А она опять берет себя руками за щеки да вопит: «Душечка, душечка, пусть завтра, пусть, – говорит, – хоть послезавтра!»

Ну, вижу, нечего ее, дуру, слушать, хлопнула дверью и ушла. Приедет, думаю, он сюда – сами поладят. Не одну уж такую-то я видела: все они попервоначалу блбги бывают Что ты на меня так смотришь? Это, поверь, я правду говорю: все так-то убиваются.

– Продолжайте, – говорю, – Домна Платоновна.

– Что ж, ты думаешь, она, поганка, сделала?

– А кто ее знает, что ее черт угораздил сделать! – сорвалось у меня со злости.

– Уж именно правда твоя, что черт ее угораздил, – отвечала с похвалою моей прозорливости Домна Платоновна. – Этакого человека, этакую вельможу, она, шельмовка этакая, и в двери не пустила!.. Стучал-стучал, звонил-звонил – она тебе хоть бы ему голос какой подала. Вот ведь какая хитростная – на что отважилась! Сидит запершись, словно ее и духу там нет. Захожу я вечерком к нему – сейчас меня впустили – и спрашиваю: «Ну что, – говорю, – обманула я вас, ваше превосходительство?» – а он туча-тучей. Рассказывает мне все, как он был и как ни с чем назад пошел.

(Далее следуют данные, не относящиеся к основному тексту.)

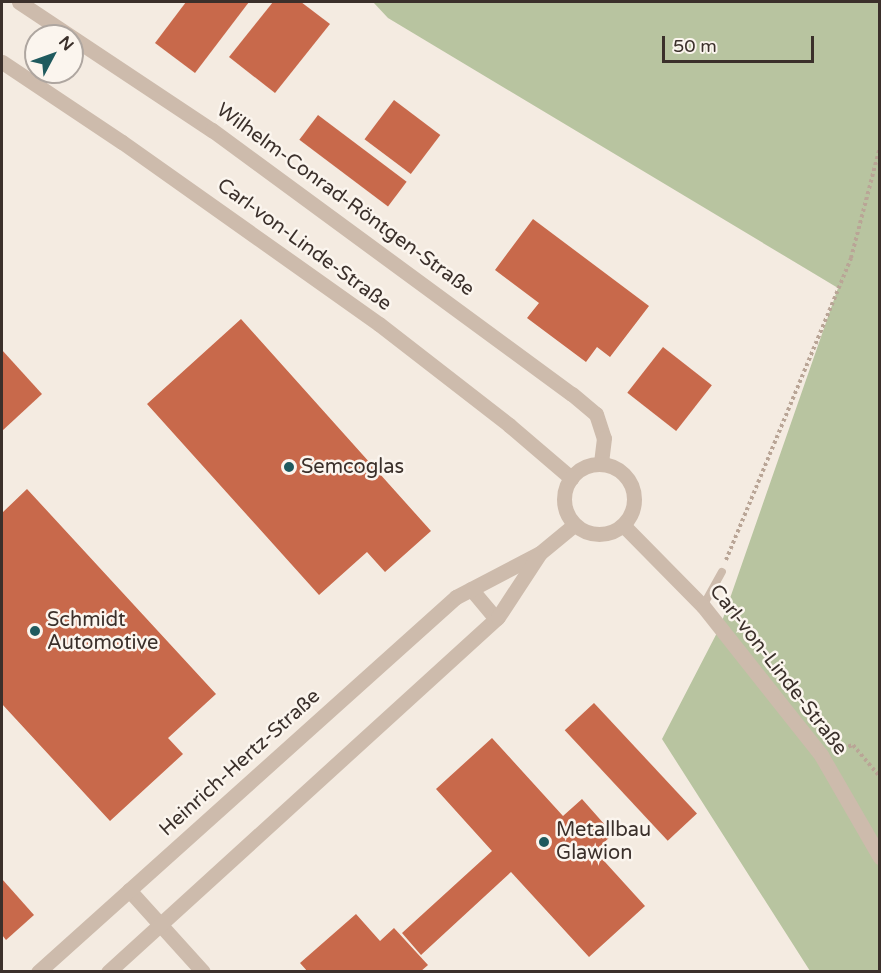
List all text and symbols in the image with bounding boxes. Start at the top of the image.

«Этак, – говорит, – Домна Платоновна, любезная моя, с порядочными людьми не поступают».

«Батюшка, – говорю, – да как это можно! верно, – говорю, – она куда на минутую выходила или что такое – не слыхала», – ну, а сама себе думаю: «Ах ты, варварка! ах ты, злодейка этакая! страмовщица ты!»

«Пожалуйте, – прошу его, – ваше превосходительство, завтра – верно вам ручаюсь, что все будет как должно».

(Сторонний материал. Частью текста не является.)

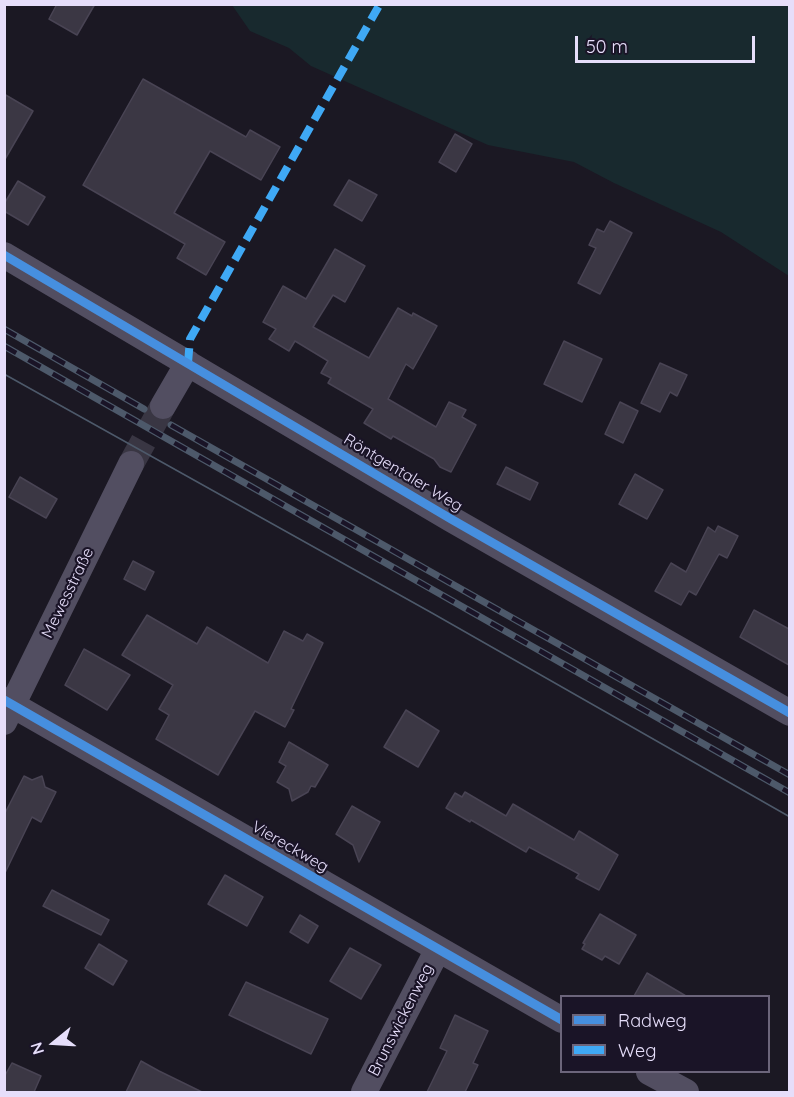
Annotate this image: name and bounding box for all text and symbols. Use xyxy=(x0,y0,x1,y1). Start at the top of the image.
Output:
scale bar xyxy=(578,24,758,62)
text: 50 m xyxy=(586,35,628,58)
street label: Röntgentaler Weg xyxy=(340,430,466,516)
street label: Mewesstraße xyxy=(38,545,98,641)
street label: Viereckweg xyxy=(248,817,332,877)
street label: Brunswickenweg xyxy=(364,961,438,1079)
legend xyxy=(560,995,770,1073)
text: Radweg xyxy=(618,1009,687,1032)
north arrow xyxy=(24,1013,84,1073)
text: Weg xyxy=(618,1039,656,1062)
text: N xyxy=(26,1040,48,1057)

Да ушедши-то от него домой, да бегом, да бегом. Прибегаю, кричу:

«Варварка! варварка! что ж ты это, варварка, со мной наделала? С каким ты меня человеком, может быть, расстроила? Ведь ты, – говорю, – сама со всей твоей родней-то да и с целой губернией-то с вашей и сапога его одного отоптанного не стоишь! Он, – говорю, – в прах и в пепел всех вас и все начальство-то ваше истереть одной ногой может. Чего ж ты, бездельница этакая, модничаешь? Даром я, что ли, тебя кормлю? Я бедная женщина; я на твоих же глазах день и ночь постоянно отягощаюсь; я на твоих же глазах веду самую прекратительную жизнь, да еще ты, – говорю, – щелчок ты этакой, нахлебница навязалась!»

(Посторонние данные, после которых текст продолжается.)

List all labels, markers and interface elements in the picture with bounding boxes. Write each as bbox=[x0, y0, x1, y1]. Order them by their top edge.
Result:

И как уж я ее тут-то ругала! Как страшно я ее с сердцов ругала, что ты не поверишь. Кажется б вот взяла я да глаза ей в сердцах повыцарапала.

Домна Платоновна сморгнула набежавшую на один глаз слезу и проговорила между строк: «Даже теперь жалко, как вспомню, как я ее тогда обидела».